[DATA LISTING Boundary: Start]

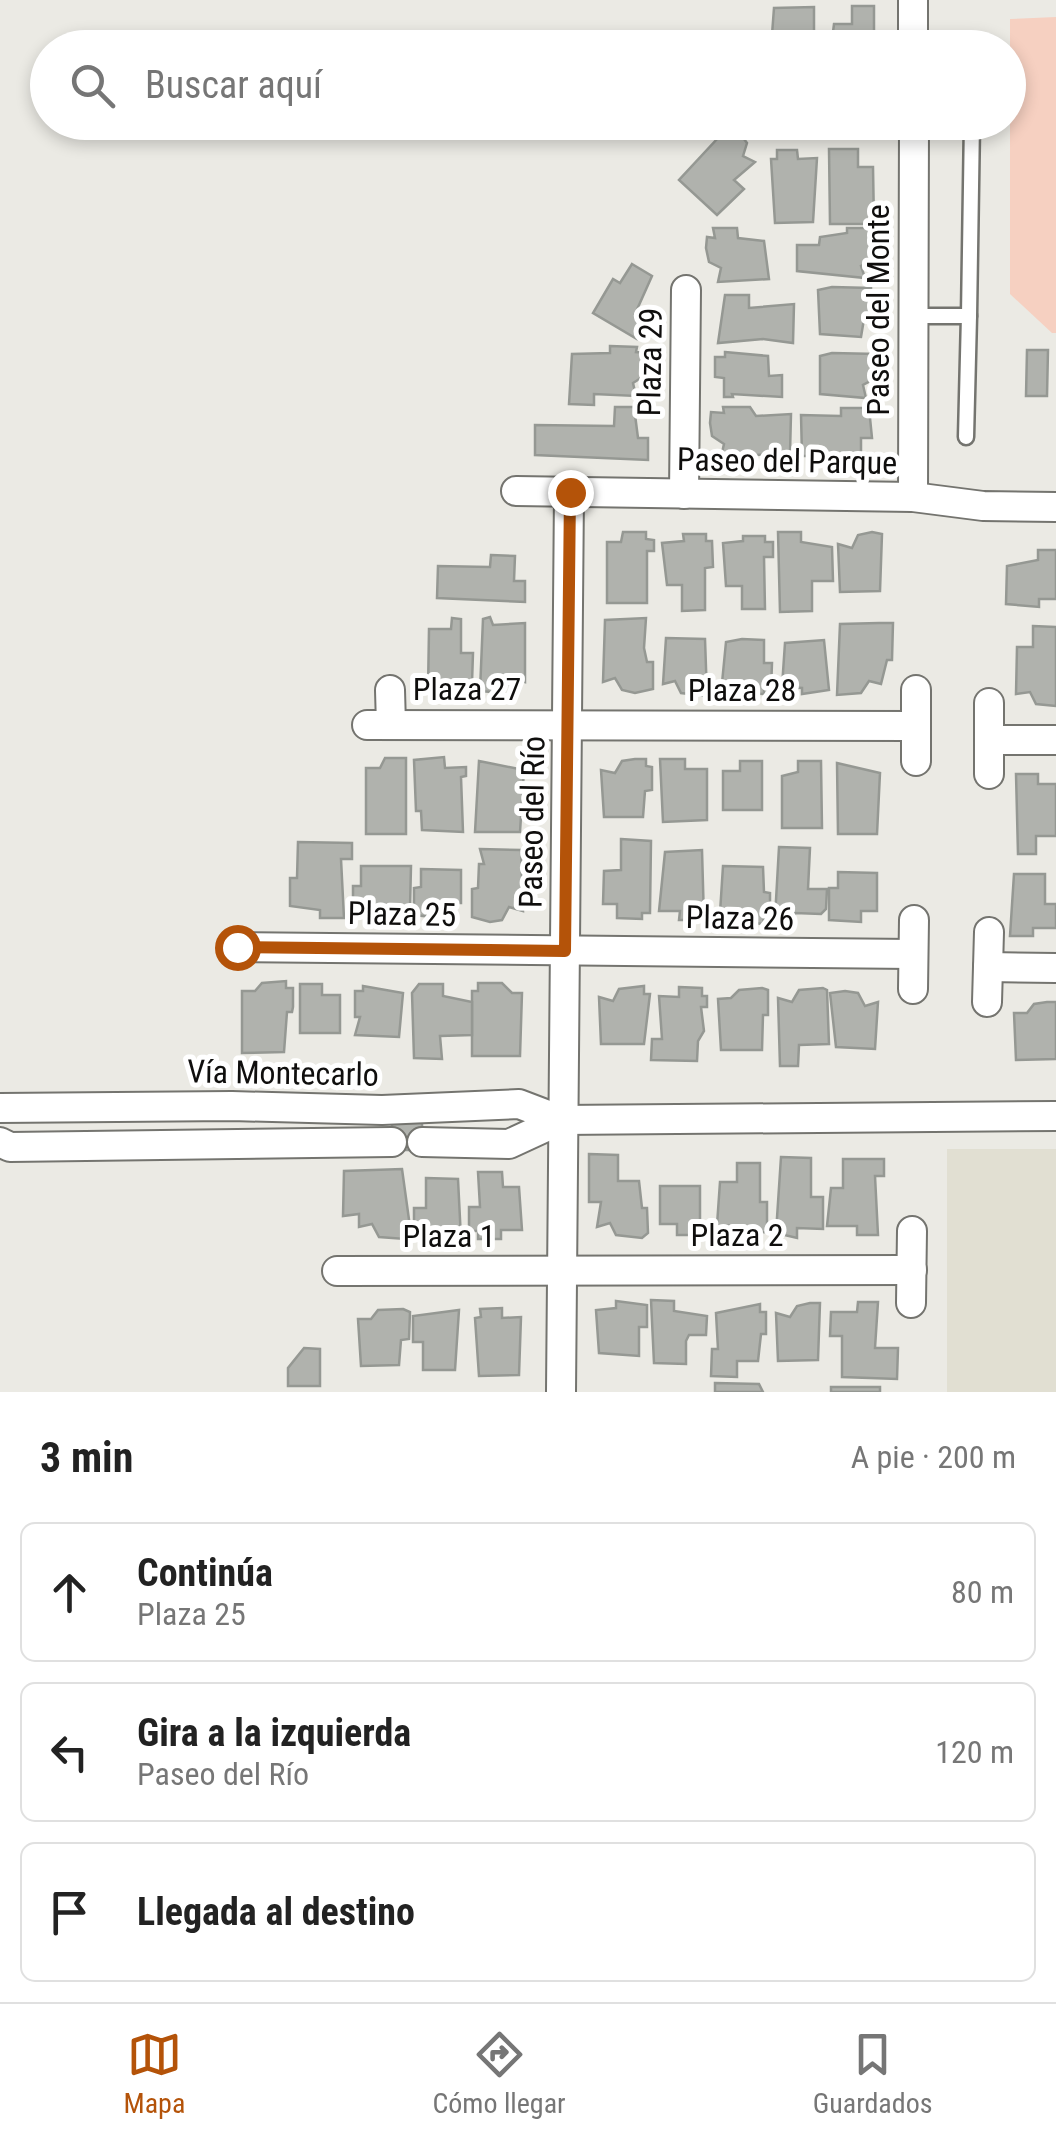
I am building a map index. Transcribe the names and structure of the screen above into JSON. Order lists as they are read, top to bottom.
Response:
{
  "streets": {
    "street": [
      "Paseo del Monte",
      "Plaza 29",
      "Paseo del Parque",
      "Plaza 27",
      "Plaza 28",
      "Paseo del Río",
      "Plaza 25",
      "Plaza 26",
      "Vía Montecarlo",
      "Plaza 2",
      "Plaza 1"
    ]
  },
  "crossings": [
    ["Paseo del Monte", "Paseo del Parque"],
    ["Plaza 29", "Paseo del Parque"],
    ["Paseo del Parque", "Paseo del Río"],
    ["Plaza 27", "Plaza 28"],
    ["Plaza 27", "Paseo del Río"],
    ["Plaza 28", "Paseo del Río"],
    ["Paseo del Río", "Plaza 25"],
    ["Paseo del Río", "Plaza 26"],
    ["Paseo del Río", "Vía Montecarlo"],
    ["Paseo del Río", "Plaza 2"],
    ["Paseo del Río", "Plaza 1"],
    ["Plaza 25", "Plaza 26"],
    ["Plaza 2", "Plaza 1"]
  ],
  "page": {
    "search": "Buscar aquí",
    "heading": ["3 min", "A pie · 200 m"],
    "list": [
      ["Continúa", "Plaza 25", "80 m"],
      ["Gira a la izquierda", "Paseo del Río", "120 m"],
      "Llegada al destino"
    ],
    "nav": ["Mapa", "Cómo llegar", "Guardados"]
  }
}
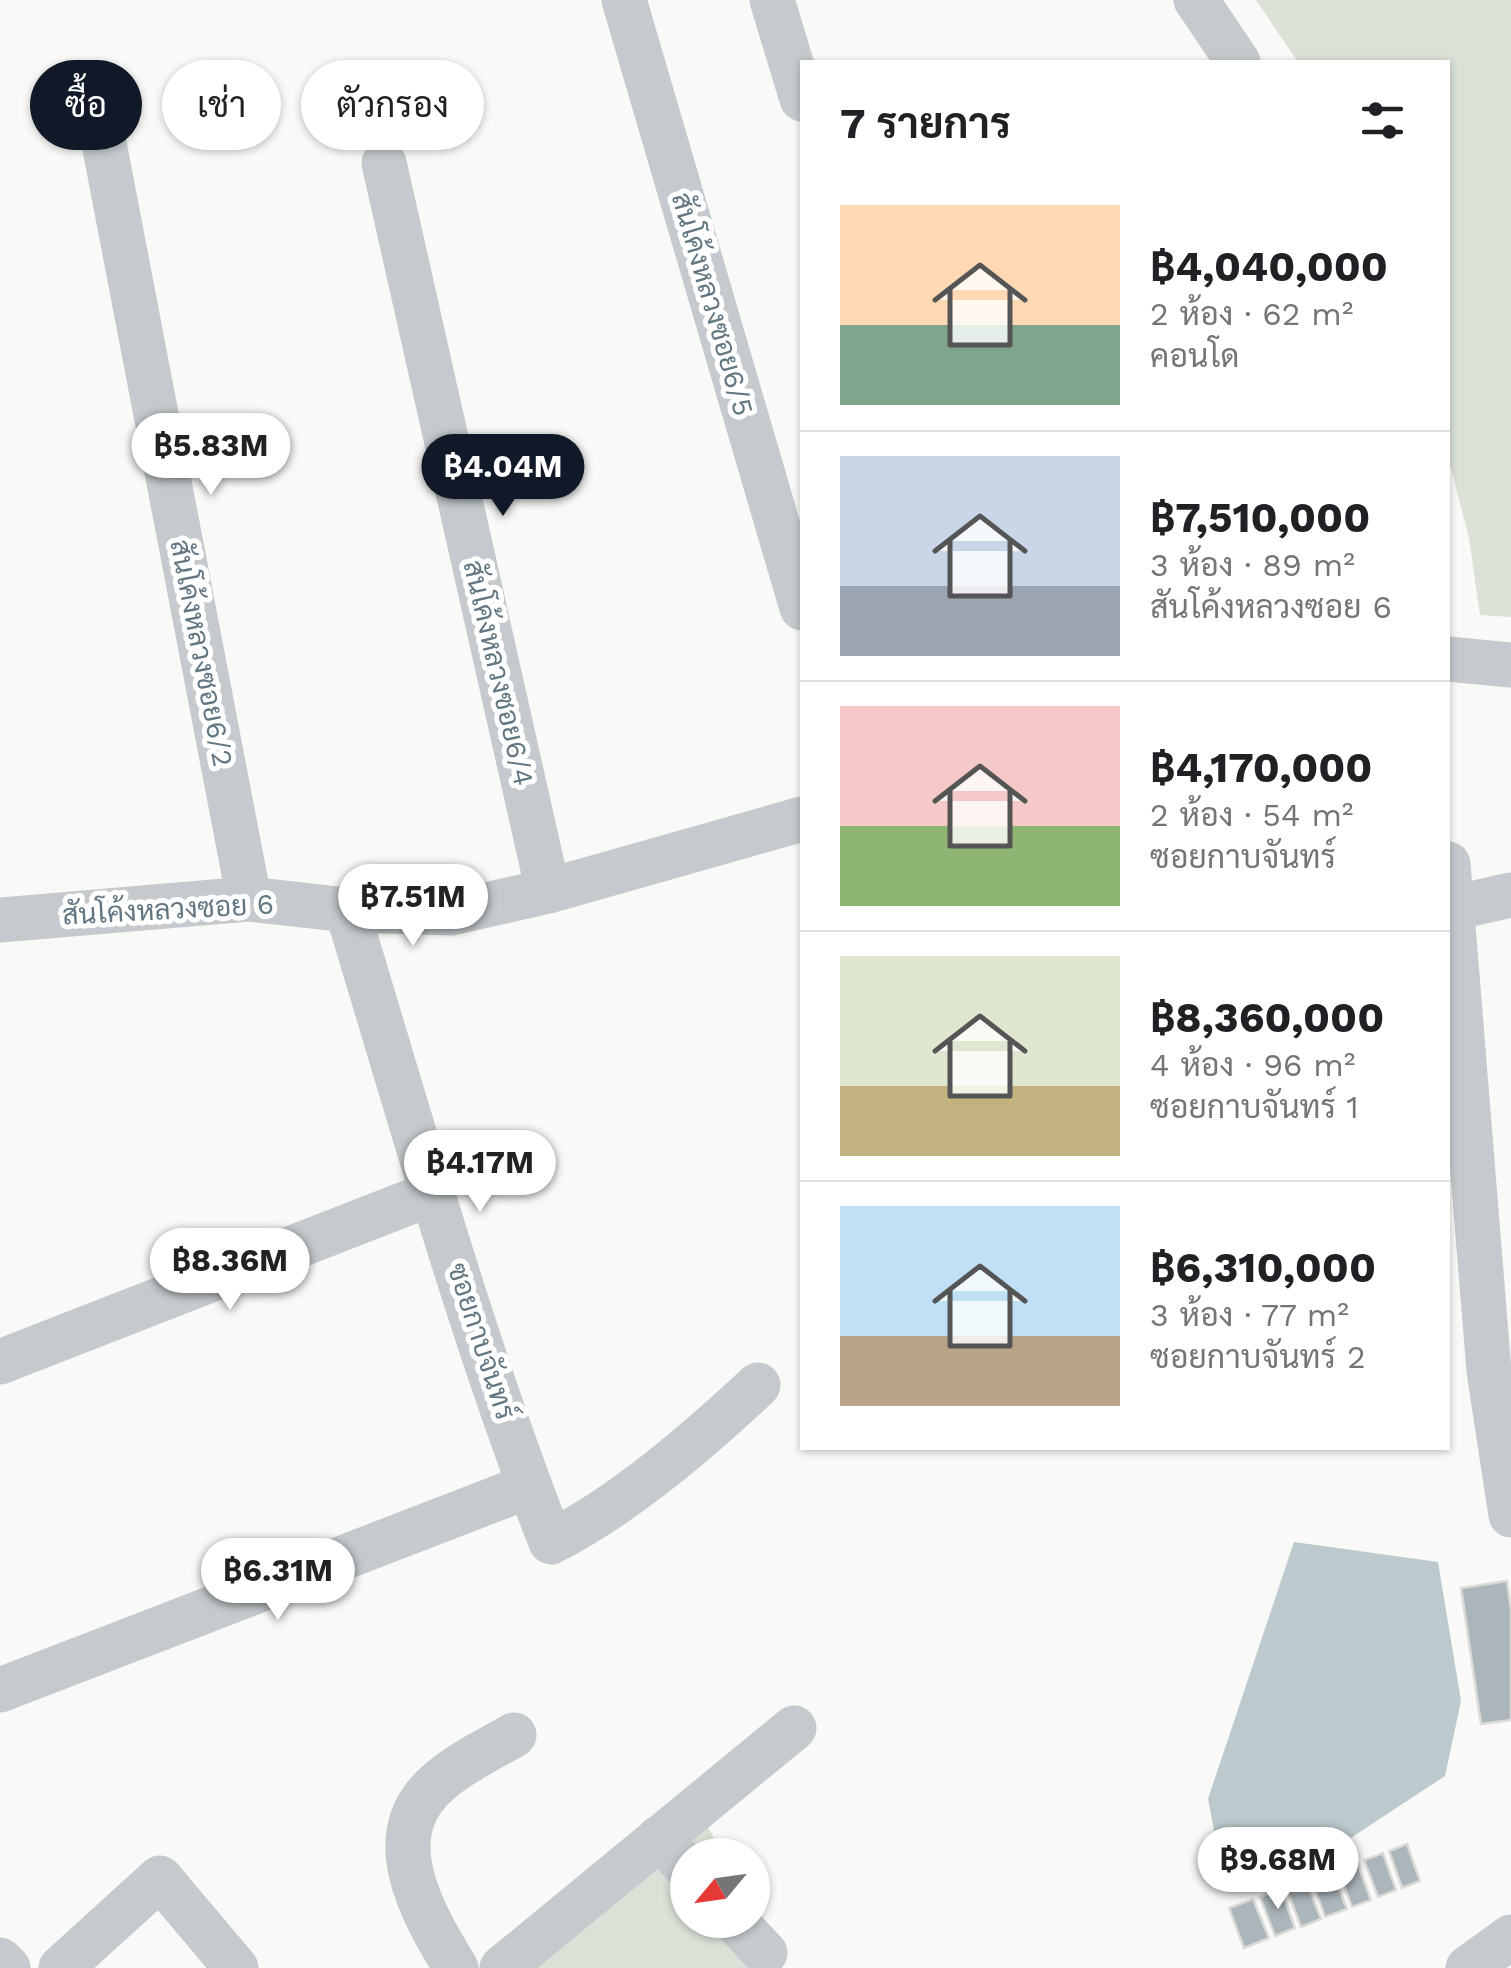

[DATA LISTING Boundary: End]

__PROBLEM TO WORK ON__
Give back every entry verbatim. No pictures belong in the copy.

__EXERCISE OUTPUT__
I am building a map index. Transcribe the names and structure of the screen above into JSON. Order lists as they are read, top to bottom.
Response:
{
  "streets": {
    "street": [
      "Paseo del Monte",
      "Plaza 29",
      "Paseo del Parque",
      "Plaza 27",
      "Plaza 28",
      "Paseo del Río",
      "Plaza 25",
      "Plaza 26",
      "Vía Montecarlo",
      "Plaza 2",
      "Plaza 1"
    ]
  },
  "crossings": [
    ["Paseo del Monte", "Paseo del Parque"],
    ["Plaza 29", "Paseo del Parque"],
    ["Paseo del Parque", "Paseo del Río"],
    ["Plaza 27", "Plaza 28"],
    ["Plaza 27", "Paseo del Río"],
    ["Plaza 28", "Paseo del Río"],
    ["Paseo del Río", "Plaza 25"],
    ["Paseo del Río", "Plaza 26"],
    ["Paseo del Río", "Vía Montecarlo"],
    ["Paseo del Río", "Plaza 2"],
    ["Paseo del Río", "Plaza 1"],
    ["Plaza 25", "Plaza 26"],
    ["Plaza 2", "Plaza 1"]
  ],
  "page": {
    "search": "Buscar aquí",
    "heading": ["3 min", "A pie · 200 m"],
    "list": [
      ["Continúa", "Plaza 25", "80 m"],
      ["Gira a la izquierda", "Paseo del Río", "120 m"],
      "Llegada al destino"
    ],
    "nav": ["Mapa", "Cómo llegar", "Guardados"]
  }
}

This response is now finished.